Consumers with depressive symptoms may avoid HMOs because of restrictions on benefits or limitations on choice of providers. Individuals with established provider relationships (
29), especially users of mental health services (
30), have been found to be reluctant to switch to managed care plans that require them to disrupt those relationships. The desire to preserve the connection with their providers may make such individuals willing to pay the higher costs associated with fee-for-service plans. However, for enrollees with limited or fixed incomes, the ability to trade off cost for continuity of care may not be possible, and it ultimately may result in inadequate care.
Finally, employers select the panel of plans from which employees can choose, and they set the percentage of the premium of each plan that must be paid by the employee. A number of employers are seeking to shift employees into managed care plans by increasing payments for higher-cost fee-for-service plans (
31). If subgroups of the population are unable or reluctant to switch plans, then such initiatives will accelerate the rate of adverse selection.
Because we examined an employed population in this study, the results cannot necessarily be generalized to elderly, poor, or unemployed populations. However, employer-sponsored insurance is the predominant mode of coverage in the United States, providing 61% of insurance for the nonelderly U.S. population (
32). Spouses and dependents are frequently covered by employees' insurance and in this sample were more likely to be covered under HMOs, which had both more enrollees and a larger mean household size. Furthermore, as managed care moves forward in Medicare (
33) and Medicaid (
34), the same economic forces driving adverse selection in the private sector are taking hold in the public sector as well (
35,
36).
The survey design imposes three additional constraints on the conclusions that can be drawn from the findings. First, while an association clearly exists between depressive symptoms and fee-for-service enrollment, a prospective design would be necessary to more firmly establish the direction of causality.

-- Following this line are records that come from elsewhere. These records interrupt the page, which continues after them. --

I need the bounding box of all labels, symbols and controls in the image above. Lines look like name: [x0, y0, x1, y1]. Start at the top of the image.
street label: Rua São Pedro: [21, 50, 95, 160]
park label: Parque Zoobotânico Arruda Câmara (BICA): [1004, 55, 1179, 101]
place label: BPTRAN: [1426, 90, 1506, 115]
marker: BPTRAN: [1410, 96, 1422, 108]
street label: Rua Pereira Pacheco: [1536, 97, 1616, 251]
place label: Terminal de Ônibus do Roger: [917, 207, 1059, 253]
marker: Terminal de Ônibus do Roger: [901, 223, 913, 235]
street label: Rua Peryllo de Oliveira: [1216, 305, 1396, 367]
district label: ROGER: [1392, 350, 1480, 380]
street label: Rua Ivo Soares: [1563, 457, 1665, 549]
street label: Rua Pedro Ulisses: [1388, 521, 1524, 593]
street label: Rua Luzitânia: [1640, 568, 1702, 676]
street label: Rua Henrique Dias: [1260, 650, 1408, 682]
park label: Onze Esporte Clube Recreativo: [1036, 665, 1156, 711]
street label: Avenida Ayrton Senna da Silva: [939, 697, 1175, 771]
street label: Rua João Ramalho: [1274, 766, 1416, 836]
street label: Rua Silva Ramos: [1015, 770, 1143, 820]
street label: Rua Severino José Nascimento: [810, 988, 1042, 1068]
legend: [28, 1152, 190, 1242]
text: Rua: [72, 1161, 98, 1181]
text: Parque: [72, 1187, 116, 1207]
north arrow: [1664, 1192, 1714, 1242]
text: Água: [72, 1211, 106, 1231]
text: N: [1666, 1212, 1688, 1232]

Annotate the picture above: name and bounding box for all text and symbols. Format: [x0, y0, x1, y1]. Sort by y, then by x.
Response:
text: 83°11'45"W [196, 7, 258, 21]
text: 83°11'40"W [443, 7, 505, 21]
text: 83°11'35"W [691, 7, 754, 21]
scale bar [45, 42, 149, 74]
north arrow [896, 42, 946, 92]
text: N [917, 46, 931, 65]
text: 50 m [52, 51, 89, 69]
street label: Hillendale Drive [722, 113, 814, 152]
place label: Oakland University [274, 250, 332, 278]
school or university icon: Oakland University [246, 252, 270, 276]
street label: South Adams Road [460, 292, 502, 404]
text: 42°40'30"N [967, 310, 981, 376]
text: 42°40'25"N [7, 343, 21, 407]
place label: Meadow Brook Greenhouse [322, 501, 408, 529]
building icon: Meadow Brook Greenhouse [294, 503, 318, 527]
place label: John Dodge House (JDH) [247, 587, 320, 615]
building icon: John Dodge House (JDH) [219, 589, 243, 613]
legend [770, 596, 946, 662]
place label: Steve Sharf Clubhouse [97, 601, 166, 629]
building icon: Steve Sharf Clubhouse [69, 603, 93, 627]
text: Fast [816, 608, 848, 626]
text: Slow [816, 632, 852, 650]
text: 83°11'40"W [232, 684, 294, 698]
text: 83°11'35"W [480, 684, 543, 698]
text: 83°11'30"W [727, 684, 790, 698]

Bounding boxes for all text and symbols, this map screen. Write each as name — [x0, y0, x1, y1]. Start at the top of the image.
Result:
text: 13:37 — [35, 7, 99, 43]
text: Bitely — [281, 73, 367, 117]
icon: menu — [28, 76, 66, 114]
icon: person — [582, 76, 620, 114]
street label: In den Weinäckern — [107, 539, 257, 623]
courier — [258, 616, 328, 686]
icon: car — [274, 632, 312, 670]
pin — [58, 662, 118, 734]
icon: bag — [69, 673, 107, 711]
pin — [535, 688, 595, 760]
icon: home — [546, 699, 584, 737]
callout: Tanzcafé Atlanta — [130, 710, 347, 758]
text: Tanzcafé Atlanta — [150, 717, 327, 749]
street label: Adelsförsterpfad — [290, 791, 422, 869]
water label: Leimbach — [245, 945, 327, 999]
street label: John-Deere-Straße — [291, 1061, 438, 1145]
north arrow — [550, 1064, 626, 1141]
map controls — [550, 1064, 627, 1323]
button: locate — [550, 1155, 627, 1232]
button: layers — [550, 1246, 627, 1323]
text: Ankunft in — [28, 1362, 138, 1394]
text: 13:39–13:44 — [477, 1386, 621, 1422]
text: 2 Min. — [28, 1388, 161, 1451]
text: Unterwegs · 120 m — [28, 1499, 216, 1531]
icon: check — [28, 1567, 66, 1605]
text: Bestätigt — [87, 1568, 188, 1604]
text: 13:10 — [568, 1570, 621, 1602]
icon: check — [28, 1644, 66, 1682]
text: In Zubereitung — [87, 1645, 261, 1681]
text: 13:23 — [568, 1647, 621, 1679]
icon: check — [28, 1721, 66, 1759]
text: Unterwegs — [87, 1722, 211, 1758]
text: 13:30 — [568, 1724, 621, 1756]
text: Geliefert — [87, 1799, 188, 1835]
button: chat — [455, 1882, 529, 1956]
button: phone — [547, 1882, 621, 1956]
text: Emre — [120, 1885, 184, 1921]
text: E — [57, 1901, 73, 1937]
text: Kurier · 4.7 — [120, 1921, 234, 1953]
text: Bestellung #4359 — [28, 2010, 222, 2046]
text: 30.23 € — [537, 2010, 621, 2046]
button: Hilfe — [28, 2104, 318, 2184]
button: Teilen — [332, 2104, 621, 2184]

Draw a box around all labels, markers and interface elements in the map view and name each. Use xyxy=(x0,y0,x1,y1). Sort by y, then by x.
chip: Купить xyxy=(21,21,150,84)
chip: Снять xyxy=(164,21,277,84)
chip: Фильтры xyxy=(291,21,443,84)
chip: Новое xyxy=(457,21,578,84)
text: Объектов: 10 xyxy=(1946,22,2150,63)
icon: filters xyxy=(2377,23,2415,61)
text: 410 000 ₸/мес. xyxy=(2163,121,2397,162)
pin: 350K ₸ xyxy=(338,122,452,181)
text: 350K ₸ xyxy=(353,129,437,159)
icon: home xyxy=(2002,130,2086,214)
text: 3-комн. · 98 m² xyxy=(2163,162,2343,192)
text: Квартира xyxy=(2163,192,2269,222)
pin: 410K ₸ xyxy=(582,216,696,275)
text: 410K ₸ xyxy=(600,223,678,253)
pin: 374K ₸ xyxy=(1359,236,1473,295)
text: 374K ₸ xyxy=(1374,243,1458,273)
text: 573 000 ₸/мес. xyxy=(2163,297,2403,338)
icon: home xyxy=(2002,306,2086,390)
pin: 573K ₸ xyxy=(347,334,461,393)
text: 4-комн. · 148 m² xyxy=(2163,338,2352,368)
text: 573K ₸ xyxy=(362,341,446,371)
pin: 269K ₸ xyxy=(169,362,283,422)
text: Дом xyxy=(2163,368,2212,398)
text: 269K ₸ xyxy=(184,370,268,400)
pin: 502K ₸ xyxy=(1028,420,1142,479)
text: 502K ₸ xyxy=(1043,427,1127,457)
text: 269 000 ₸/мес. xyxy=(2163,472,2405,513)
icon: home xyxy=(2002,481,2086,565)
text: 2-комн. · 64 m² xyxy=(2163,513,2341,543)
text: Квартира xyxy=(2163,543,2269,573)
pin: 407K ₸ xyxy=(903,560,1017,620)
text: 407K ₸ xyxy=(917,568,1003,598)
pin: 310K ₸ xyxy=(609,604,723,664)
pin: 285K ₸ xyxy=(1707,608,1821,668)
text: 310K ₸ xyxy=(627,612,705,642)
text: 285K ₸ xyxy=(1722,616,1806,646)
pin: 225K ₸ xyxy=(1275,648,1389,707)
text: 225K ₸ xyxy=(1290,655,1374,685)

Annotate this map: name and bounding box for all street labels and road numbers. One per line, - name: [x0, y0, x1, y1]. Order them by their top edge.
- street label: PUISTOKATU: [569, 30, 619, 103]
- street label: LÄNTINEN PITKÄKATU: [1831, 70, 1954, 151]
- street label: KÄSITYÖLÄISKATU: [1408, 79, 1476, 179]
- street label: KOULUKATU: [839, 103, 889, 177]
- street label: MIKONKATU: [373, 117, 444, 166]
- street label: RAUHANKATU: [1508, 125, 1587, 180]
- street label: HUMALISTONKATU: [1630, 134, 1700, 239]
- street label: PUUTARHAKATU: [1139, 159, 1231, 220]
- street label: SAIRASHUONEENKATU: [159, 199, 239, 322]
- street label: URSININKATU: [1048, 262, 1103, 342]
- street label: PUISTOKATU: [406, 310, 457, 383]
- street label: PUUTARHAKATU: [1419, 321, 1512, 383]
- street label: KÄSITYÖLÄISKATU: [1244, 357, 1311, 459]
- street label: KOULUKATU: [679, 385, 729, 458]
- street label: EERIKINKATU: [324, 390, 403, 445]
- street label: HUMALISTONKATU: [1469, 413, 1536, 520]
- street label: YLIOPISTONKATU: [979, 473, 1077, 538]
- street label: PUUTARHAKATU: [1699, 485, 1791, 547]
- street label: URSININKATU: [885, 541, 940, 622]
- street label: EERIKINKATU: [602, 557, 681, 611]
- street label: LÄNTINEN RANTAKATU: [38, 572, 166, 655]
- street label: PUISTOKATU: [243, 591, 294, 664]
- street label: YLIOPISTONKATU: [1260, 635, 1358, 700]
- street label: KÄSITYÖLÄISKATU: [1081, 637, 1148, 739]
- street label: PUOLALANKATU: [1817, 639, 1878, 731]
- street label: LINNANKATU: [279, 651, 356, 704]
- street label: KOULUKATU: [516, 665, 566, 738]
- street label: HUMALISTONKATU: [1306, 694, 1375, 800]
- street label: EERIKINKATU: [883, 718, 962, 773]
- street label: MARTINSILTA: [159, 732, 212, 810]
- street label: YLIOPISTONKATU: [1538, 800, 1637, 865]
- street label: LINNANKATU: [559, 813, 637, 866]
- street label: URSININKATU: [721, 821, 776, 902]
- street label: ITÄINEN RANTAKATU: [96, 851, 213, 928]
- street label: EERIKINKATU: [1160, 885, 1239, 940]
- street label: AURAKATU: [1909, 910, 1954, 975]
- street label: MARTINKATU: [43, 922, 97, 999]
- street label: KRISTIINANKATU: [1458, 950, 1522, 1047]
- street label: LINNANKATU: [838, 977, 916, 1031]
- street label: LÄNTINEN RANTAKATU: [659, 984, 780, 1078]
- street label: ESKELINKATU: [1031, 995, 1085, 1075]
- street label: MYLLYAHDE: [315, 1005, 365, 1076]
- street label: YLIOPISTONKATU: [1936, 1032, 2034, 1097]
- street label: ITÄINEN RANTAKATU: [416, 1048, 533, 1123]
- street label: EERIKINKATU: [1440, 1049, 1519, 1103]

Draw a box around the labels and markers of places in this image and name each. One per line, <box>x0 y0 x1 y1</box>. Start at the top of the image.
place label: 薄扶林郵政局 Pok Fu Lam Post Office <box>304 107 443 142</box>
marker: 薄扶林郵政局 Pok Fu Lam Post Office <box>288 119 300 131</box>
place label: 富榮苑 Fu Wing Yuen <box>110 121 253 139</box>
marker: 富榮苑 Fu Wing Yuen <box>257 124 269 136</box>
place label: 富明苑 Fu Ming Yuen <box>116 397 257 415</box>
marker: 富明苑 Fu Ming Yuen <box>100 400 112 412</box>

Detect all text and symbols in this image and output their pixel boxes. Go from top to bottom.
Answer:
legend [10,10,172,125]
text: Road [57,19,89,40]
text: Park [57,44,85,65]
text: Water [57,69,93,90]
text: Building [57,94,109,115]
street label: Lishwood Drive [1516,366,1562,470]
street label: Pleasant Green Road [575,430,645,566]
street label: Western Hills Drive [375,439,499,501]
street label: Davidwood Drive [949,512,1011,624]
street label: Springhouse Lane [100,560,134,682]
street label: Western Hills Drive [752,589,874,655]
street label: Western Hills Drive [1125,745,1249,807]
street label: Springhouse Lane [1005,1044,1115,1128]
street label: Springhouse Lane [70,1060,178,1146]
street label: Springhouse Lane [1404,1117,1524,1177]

Second, satisfaction surveys are always subject to nonresponse bias, but this survey's response rate of 63.5% compares favorably to those in similar surveys, and recent studies have shown only minimal differences between responders and nonresponders to such satisfaction surveys (
37). Finally, the survey's summary health measures limit the ability to assess the distribution of specific physical or mental illnesses across plan type. Nonetheless, the relatively high sensitivity and specificity of the mental symptom measure for detecting clinical depression suggests that a substantial proportion of the differential mental health burden on fee-for-service plans results from depression, an illness that is at once costly to society and treatable (
38,
39). The “cost offset” literature suggests that recognition and prompt treatment of depression in general medical settings can result in reduced overall health care costs (
40,
41).
With the failure of initiatives to increase the federal government's role in regulating health care (
42,
43), market forces are progressively determining the shape of U.S. health care delivery. Undetected adverse selection can disrupt the effective functioning of a free market system; findings from this study suggest that such a process may be occurring for individuals with depressive symptoms. Further research, particularly using prospectively collected data, is required to better understand the scope and potential consequences of this problem.